Your Validation: Understand why each test matters. Run tests to validate your implementation.


Prompt Set D: Integration Reflection (B1-B2)

Prompt 4 - Synthesis Question:

"Explain to me (as if I were learning Python) how this Memory Profiler tool uses ALL of Chapter 19:

  • Sets (Lesson 1): How do they help track objects? Why not use a list?
  • Frozensets (Lesson 4): How would I use them in this tool? Show an example.
  • GC module (Lesson 5): What does gc.collect() do? Why is it important?
  • Reference counting: How does refcount tell us about object lifetime?

Then answer: If you removed sets from this design, what would break?"

Expected Response: Comprehensive explanation showing how concepts work together.

Your Validation: You understand the integration. You can teach this to someone else.

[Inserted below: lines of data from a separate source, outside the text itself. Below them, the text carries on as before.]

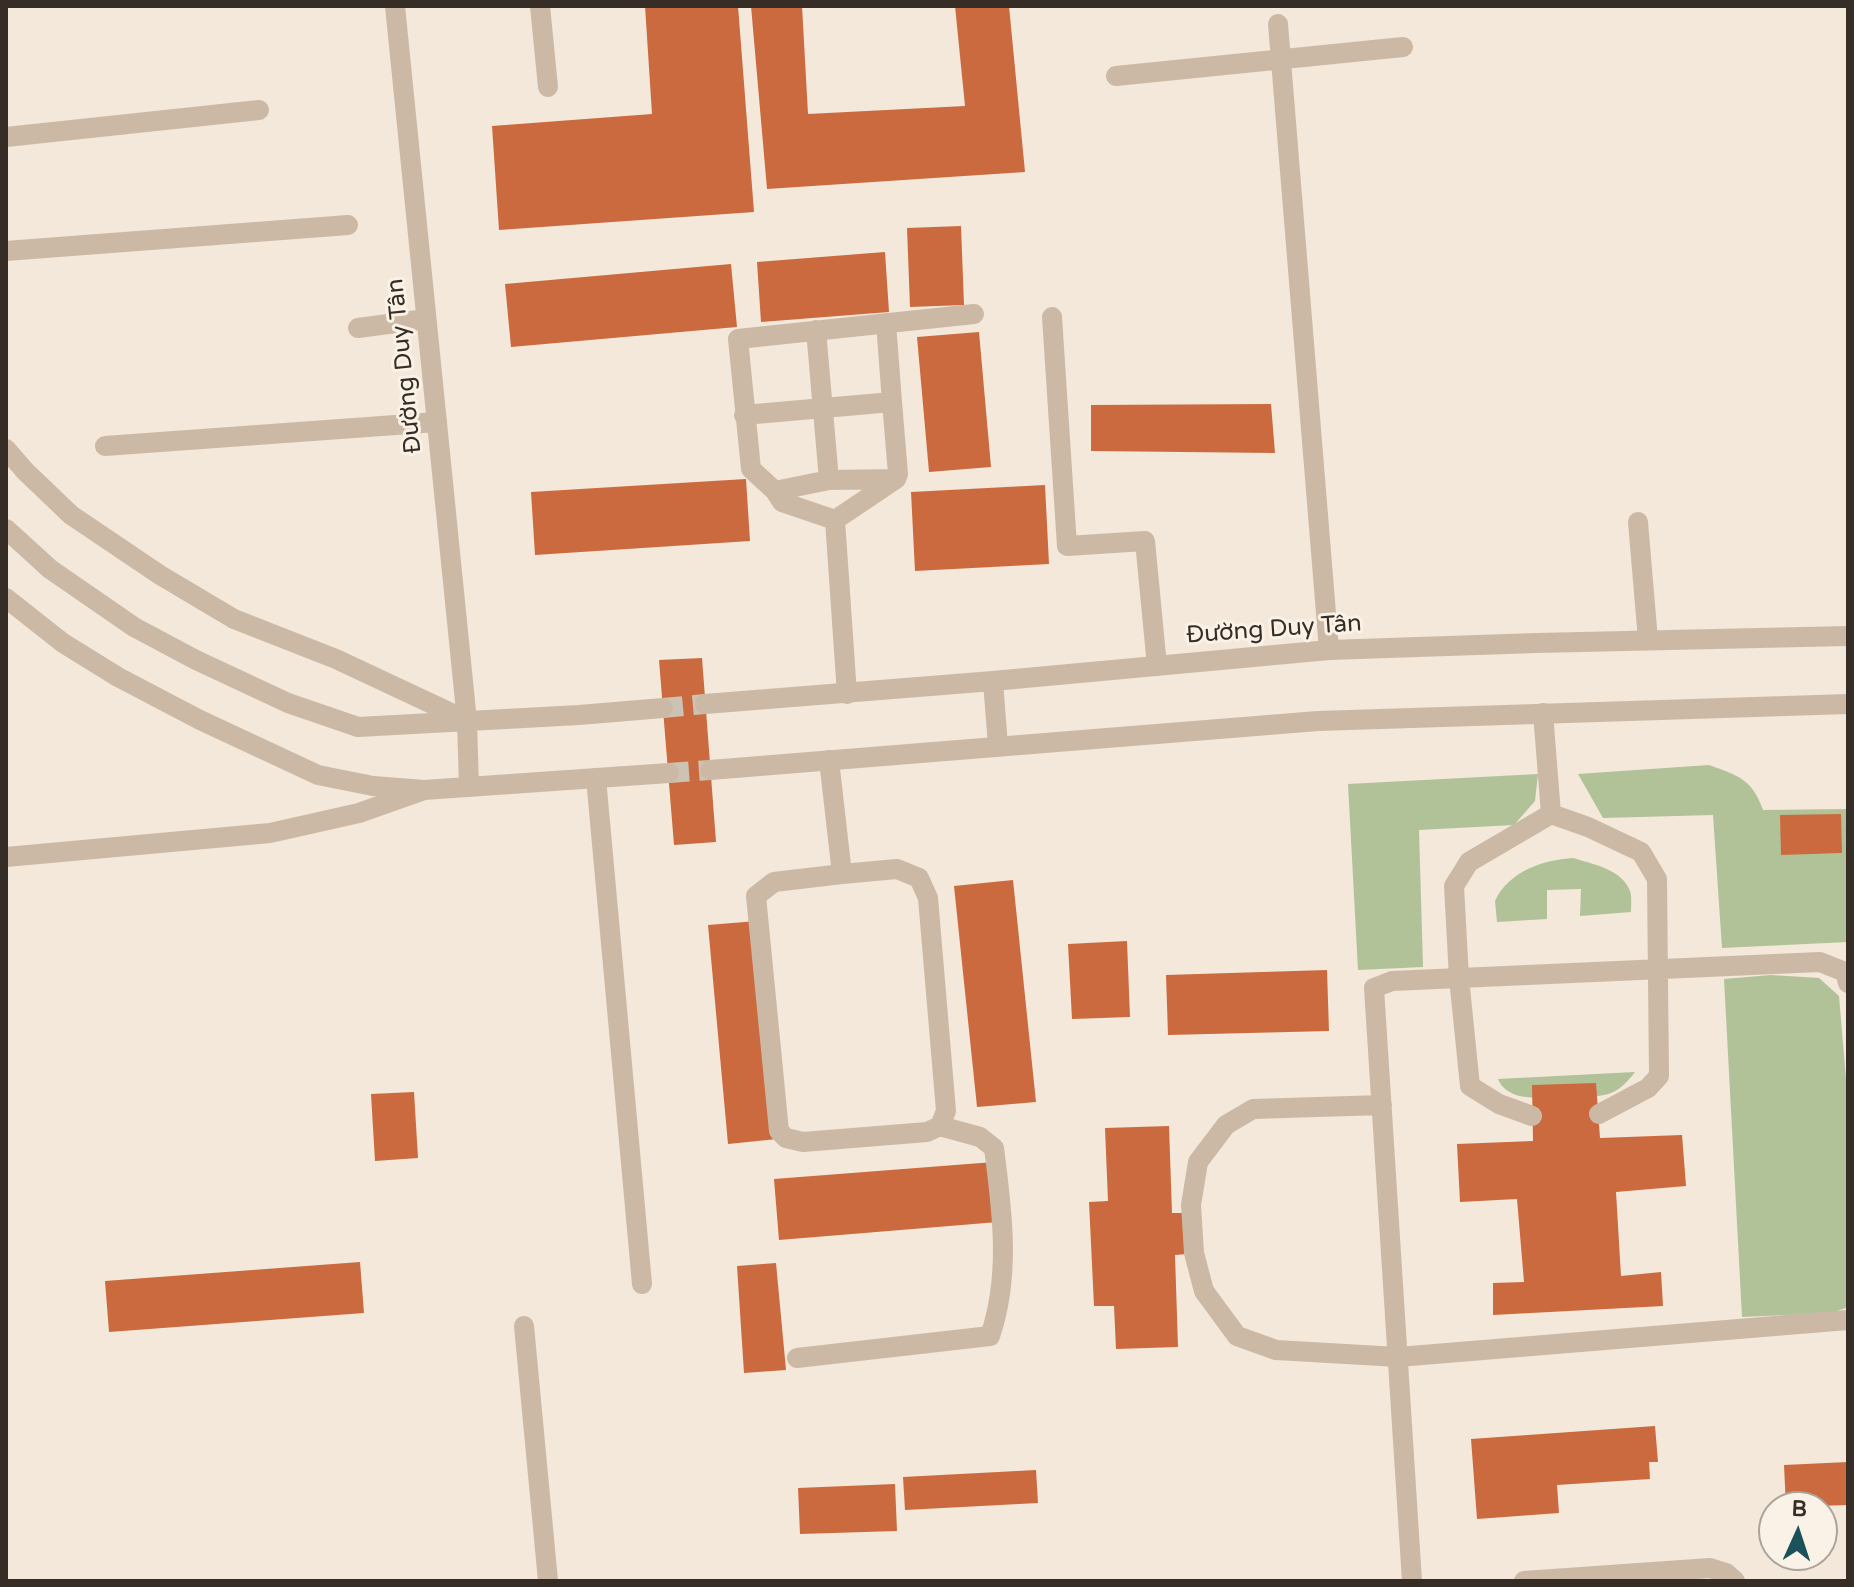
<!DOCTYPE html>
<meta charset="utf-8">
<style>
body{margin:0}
#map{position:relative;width:1854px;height:1587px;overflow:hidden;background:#f3e8d9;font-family:"Varela Round",sans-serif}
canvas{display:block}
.frame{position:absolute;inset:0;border:8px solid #362d27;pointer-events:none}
.north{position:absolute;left:1758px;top:1491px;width:80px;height:80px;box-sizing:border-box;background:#faf2e6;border:2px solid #aca39a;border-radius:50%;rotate:3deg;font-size:22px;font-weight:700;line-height:32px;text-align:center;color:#362d27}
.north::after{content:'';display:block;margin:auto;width:28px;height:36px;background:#1a515a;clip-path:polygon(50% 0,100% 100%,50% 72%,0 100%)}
</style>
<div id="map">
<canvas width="1854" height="1587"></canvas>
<div class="frame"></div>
<div class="north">B</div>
</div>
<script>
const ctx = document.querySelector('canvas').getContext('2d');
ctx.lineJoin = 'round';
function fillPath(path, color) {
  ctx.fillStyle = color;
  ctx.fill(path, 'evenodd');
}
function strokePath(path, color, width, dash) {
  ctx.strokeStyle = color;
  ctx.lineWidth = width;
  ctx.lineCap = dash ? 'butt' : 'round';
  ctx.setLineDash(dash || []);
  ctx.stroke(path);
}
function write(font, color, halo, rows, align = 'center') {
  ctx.font = font + ' "Varela Round",sans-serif';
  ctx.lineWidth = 6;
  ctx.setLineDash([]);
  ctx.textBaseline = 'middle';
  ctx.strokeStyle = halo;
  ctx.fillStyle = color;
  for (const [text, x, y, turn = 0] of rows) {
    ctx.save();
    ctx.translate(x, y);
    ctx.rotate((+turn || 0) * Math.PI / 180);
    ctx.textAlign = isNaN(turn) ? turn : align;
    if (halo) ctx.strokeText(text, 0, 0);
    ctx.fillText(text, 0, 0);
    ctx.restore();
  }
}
fillPath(new Path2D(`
 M1709,765C1739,776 1752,779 1763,810L1848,809V942L1722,948L1713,815L1603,818L1578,774Z
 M1538,774L1535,801L1514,825L1419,830L1423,967L1358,970L1348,784Z
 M1573,858C1592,864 1622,869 1630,891C1632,897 1631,906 1631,912L1580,916L1581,889L1547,890V919L1497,922L1495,901C1509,871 1543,860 1573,858Z
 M1771,975L1819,978L1839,996L1848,1103V1307L1832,1313L1742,1317L1724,979Z
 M1635,1072C1629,1080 1621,1089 1611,1093C1598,1099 1530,1100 1516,1095C1508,1092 1501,1087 1498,1079Z`), '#b1c299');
fillPath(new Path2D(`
 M645,6H738L754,212L499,230L492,126L652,114Z
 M751,6H802L808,114L965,106L955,6H1009L1025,172L767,189Z
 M961,226L964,305L910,307L907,228Z
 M885,252L889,312L761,322L757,262Z
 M731,264L737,327L511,347L505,284Z
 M979,332L991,467L929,472L917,337Z
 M1271,404L1275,453L1091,451V405Z
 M746,479L750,541L535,555L531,492Z
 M1045,485L1049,564L915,571L911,492Z
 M702,658L716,842L674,845L659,660Z
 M1841,814L1842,853L1781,855L1780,815Z
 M1013,880L1036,1102L977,1107L954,886Z
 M757,921L777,1139L728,1144L708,925Z
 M1127,941L1130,1017L1072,1019L1068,944Z
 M1327,970L1329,1031L1168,1035L1166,975Z
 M1596,1083L1600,1138L1682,1135L1686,1186L1616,1192L1621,1276L1661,1272L1663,1306L1493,1315V1283L1524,1282L1517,1199L1460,1202L1457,1144L1533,1141L1532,1085Z
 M414,1092L418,1158L375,1161L371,1094Z
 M1169,1126L1172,1213H1185L1187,1254L1175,1255L1178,1347L1116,1349L1114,1306H1094L1089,1202L1108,1201L1105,1128Z
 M994,1162L998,1222L779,1240L774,1179Z
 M360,1262L364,1313L109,1332L105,1281Z
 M776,1263L786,1370L744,1373L737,1266Z
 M1655,1426L1658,1462H1649L1650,1479L1557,1485L1559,1513L1477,1519L1471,1439Z
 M1848,1462V1505L1786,1507L1784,1465Z
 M1036,1470L1038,1503L905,1510L903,1477Z
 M895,1484L897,1531L800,1534L798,1488Z`), '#cb6a3e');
strokePath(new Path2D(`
 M663,708L705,704
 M669,773L710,770`), '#cdc3b5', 20, [20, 10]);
strokePath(new Path2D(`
 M540,6L548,87
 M1278,24L1329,650
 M1116,76L1403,47
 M6,137L259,110
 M6,251L348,225
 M1052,317L1067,546L1145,541L1157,666
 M358,328L426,319
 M816,330L829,480
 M744,415L892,402L886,323
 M105,446L437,422
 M775,491L829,480L896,479
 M835,520L896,479L898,474L892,402
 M1638,522L1648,640
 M847,694L835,520L782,502L775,491L751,469L738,339L974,314
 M596,778L642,1284
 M1551,814L1588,827L1641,852L1657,879L1659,1076L1648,1088L1599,1114
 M6,857L270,833L359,813L424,790
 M842,874L774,882L756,896L779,1131L786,1138L803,1142L927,1132L940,1126
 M1382,1105L1253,1109L1226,1125L1198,1162L1191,1205L1194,1253L1204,1291L1237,1336L1276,1350L1398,1357L1848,1320
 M1532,1116L1499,1104L1470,1086L1459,978L1454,886L1469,862L1551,814L1543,713
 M524,1326L548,1581
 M797,1358L990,1336C1011,1275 1002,1210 994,1148L980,1137L940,1126L946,1111L928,898L919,878L897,869L842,874L829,760
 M1412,1581L1374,988L1392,981L1820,962L1845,972L1848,983
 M1524,1581L1710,1568L1726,1573L1735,1581`), '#cbb9a5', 20);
strokePath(new Path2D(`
 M395,6L467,721L469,787
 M6,449L25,471L71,515L160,575L234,619L336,659L464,719
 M6,529L50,569L134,627L196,660L288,703L358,727L579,715L663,708
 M6,598L63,643L118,677L200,720L318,775L373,786L424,790L669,773
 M993,681L998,746
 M705,704L993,681L1329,650L1537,643L1848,636
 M710,770L1318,721L1848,704`), '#cbb9a5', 20);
write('24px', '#362d27', '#faf2e6', [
 ["Đường Duy Tân",405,366,-96],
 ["Đường Duy Tân",1274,630,-4]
]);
</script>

Safety & Responsibility Guidelines

When using AI in your Memory Profiler project:

DO:

  • Review all generated code before running it
  • Run tests to verify correctness
  • Ask follow-up questions about design choices
  • Combine AI ideas with your own thinking
  • Validate memory measurements are accurate

⚠️ WATCH OUT FOR:

  • AI might generate incomplete error handling—review for edge cases
  • Memory measurements might vary slightly across systems—test on your machine
  • Large object graphs could consume significant memory—start small and scale up
  • Circular references need gc.collect() to be freed—don't assume reference counting alone

Expected Outcomes

After completing all 4 prompts, you should be able to:

  1. ✓ Write a clear specification for a Python tool (Prompt 1)
  2. ✓ Understand and modify AI-generated code (Prompt 2)
  3. ✓ Design tests for correctness and edge cases (Prompt 3)
  4. ✓ Explain how Python concepts work together (Prompt 4)

These are the skills of an AI-native developer: specification thinking, code understanding, validation, and synthesis.